* _WHAT IS REQUIRED_: Exactly as they appear, set down all of the records.

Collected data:
§ §

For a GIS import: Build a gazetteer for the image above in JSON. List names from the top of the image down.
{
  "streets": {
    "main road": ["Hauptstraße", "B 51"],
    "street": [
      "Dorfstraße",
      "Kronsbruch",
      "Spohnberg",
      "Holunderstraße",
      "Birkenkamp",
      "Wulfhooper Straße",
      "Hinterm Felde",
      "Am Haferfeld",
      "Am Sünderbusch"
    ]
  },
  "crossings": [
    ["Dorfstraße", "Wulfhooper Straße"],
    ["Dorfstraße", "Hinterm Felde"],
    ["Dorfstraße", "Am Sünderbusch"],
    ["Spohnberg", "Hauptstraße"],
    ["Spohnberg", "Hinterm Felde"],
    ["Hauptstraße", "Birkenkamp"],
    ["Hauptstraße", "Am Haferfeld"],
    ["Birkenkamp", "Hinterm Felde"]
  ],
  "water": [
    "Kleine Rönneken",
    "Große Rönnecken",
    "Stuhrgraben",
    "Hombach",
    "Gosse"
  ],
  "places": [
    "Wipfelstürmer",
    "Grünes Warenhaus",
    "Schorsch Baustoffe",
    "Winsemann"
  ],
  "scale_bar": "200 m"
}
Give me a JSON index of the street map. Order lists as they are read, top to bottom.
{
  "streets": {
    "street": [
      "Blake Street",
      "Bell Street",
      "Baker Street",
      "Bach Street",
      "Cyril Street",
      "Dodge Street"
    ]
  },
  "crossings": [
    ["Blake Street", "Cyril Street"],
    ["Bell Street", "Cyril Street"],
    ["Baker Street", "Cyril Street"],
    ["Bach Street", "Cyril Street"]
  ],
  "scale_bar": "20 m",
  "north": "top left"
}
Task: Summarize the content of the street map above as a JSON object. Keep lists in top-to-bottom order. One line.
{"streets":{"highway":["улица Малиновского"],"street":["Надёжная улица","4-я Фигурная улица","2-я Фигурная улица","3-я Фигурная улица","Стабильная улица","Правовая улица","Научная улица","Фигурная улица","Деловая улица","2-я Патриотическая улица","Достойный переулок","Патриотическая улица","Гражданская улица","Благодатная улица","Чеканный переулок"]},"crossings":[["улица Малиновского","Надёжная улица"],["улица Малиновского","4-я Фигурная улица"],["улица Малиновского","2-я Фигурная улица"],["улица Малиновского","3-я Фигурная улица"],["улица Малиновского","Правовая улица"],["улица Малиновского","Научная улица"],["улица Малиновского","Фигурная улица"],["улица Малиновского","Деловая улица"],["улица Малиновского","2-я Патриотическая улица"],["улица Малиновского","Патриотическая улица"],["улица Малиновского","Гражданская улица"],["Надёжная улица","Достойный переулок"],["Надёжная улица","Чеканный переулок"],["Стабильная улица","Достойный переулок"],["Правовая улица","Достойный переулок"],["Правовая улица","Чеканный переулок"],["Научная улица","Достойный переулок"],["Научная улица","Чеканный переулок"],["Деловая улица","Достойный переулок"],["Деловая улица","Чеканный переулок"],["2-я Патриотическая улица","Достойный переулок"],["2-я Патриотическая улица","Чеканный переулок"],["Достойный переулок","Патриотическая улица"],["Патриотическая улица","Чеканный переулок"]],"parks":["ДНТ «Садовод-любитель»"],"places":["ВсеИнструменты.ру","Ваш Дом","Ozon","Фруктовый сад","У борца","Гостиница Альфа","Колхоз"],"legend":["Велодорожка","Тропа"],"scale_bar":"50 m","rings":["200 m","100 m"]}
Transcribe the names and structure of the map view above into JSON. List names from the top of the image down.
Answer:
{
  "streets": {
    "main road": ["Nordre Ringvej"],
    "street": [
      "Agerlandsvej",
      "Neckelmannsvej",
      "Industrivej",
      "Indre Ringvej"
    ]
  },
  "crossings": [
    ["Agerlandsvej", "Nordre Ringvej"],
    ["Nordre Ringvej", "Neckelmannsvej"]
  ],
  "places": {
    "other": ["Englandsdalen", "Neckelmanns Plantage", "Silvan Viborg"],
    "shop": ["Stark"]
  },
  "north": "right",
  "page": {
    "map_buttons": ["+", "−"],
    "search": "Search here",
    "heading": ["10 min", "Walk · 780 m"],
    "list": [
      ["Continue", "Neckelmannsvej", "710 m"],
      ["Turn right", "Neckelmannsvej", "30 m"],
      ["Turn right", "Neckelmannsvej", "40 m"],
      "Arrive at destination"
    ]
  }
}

§ §

* _WRITTEN SOLUTION_:
For a GIS import: Build a gazetteer for the image above in JSON. List names from the top of the image down.
{
  "streets": {
    "main road": ["Hauptstraße", "B 51"],
    "street": [
      "Dorfstraße",
      "Kronsbruch",
      "Spohnberg",
      "Holunderstraße",
      "Birkenkamp",
      "Wulfhooper Straße",
      "Hinterm Felde",
      "Am Haferfeld",
      "Am Sünderbusch"
    ]
  },
  "crossings": [
    ["Dorfstraße", "Wulfhooper Straße"],
    ["Dorfstraße", "Hinterm Felde"],
    ["Dorfstraße", "Am Sünderbusch"],
    ["Spohnberg", "Hauptstraße"],
    ["Spohnberg", "Hinterm Felde"],
    ["Hauptstraße", "Birkenkamp"],
    ["Hauptstraße", "Am Haferfeld"],
    ["Birkenkamp", "Hinterm Felde"]
  ],
  "water": [
    "Kleine Rönneken",
    "Große Rönnecken",
    "Stuhrgraben",
    "Hombach",
    "Gosse"
  ],
  "places": [
    "Wipfelstürmer",
    "Grünes Warenhaus",
    "Schorsch Baustoffe",
    "Winsemann"
  ],
  "scale_bar": "200 m"
}
Give me a JSON index of the street map. Order lists as they are read, top to bottom.
{
  "streets": {
    "street": [
      "Blake Street",
      "Bell Street",
      "Baker Street",
      "Bach Street",
      "Cyril Street",
      "Dodge Street"
    ]
  },
  "crossings": [
    ["Blake Street", "Cyril Street"],
    ["Bell Street", "Cyril Street"],
    ["Baker Street", "Cyril Street"],
    ["Bach Street", "Cyril Street"]
  ],
  "scale_bar": "20 m",
  "north": "top left"
}
Task: Summarize the content of the street map above as a JSON object. Keep lists in top-to-bottom order. One line.
{"streets":{"highway":["улица Малиновского"],"street":["Надёжная улица","4-я Фигурная улица","2-я Фигурная улица","3-я Фигурная улица","Стабильная улица","Правовая улица","Научная улица","Фигурная улица","Деловая улица","2-я Патриотическая улица","Достойный переулок","Патриотическая улица","Гражданская улица","Благодатная улица","Чеканный переулок"]},"crossings":[["улица Малиновского","Надёжная улица"],["улица Малиновского","4-я Фигурная улица"],["улица Малиновского","2-я Фигурная улица"],["улица Малиновского","3-я Фигурная улица"],["улица Малиновского","Правовая улица"],["улица Малиновского","Научная улица"],["улица Малиновского","Фигурная улица"],["улица Малиновского","Деловая улица"],["улица Малиновского","2-я Патриотическая улица"],["улица Малиновского","Патриотическая улица"],["улица Малиновского","Гражданская улица"],["Надёжная улица","Достойный переулок"],["Надёжная улица","Чеканный переулок"],["Стабильная улица","Достойный переулок"],["Правовая улица","Достойный переулок"],["Правовая улица","Чеканный переулок"],["Научная улица","Достойный переулок"],["Научная улица","Чеканный переулок"],["Деловая улица","Достойный переулок"],["Деловая улица","Чеканный переулок"],["2-я Патриотическая улица","Достойный переулок"],["2-я Патриотическая улица","Чеканный переулок"],["Достойный переулок","Патриотическая улица"],["Патриотическая улица","Чеканный переулок"]],"parks":["ДНТ «Садовод-любитель»"],"places":["ВсеИнструменты.ру","Ваш Дом","Ozon","Фруктовый сад","У борца","Гостиница Альфа","Колхоз"],"legend":["Велодорожка","Тропа"],"scale_bar":"50 m","rings":["200 m","100 m"]}
Transcribe the names and structure of the map view above into JSON. List names from the top of the image down.
Answer:
{
  "streets": {
    "main road": ["Nordre Ringvej"],
    "street": [
      "Agerlandsvej",
      "Neckelmannsvej",
      "Industrivej",
      "Indre Ringvej"
    ]
  },
  "crossings": [
    ["Agerlandsvej", "Nordre Ringvej"],
    ["Nordre Ringvej", "Neckelmannsvej"]
  ],
  "places": {
    "other": ["Englandsdalen", "Neckelmanns Plantage", "Silvan Viborg"],
    "shop": ["Stark"]
  },
  "north": "right",
  "page": {
    "map_buttons": ["+", "−"],
    "search": "Search here",
    "heading": ["10 min", "Walk · 780 m"],
    "list": [
      ["Continue", "Neckelmannsvej", "710 m"],
      ["Turn right", "Neckelmannsvej", "30 m"],
      ["Turn right", "Neckelmannsvej", "40 m"],
      "Arrive at destination"
    ]
  }
}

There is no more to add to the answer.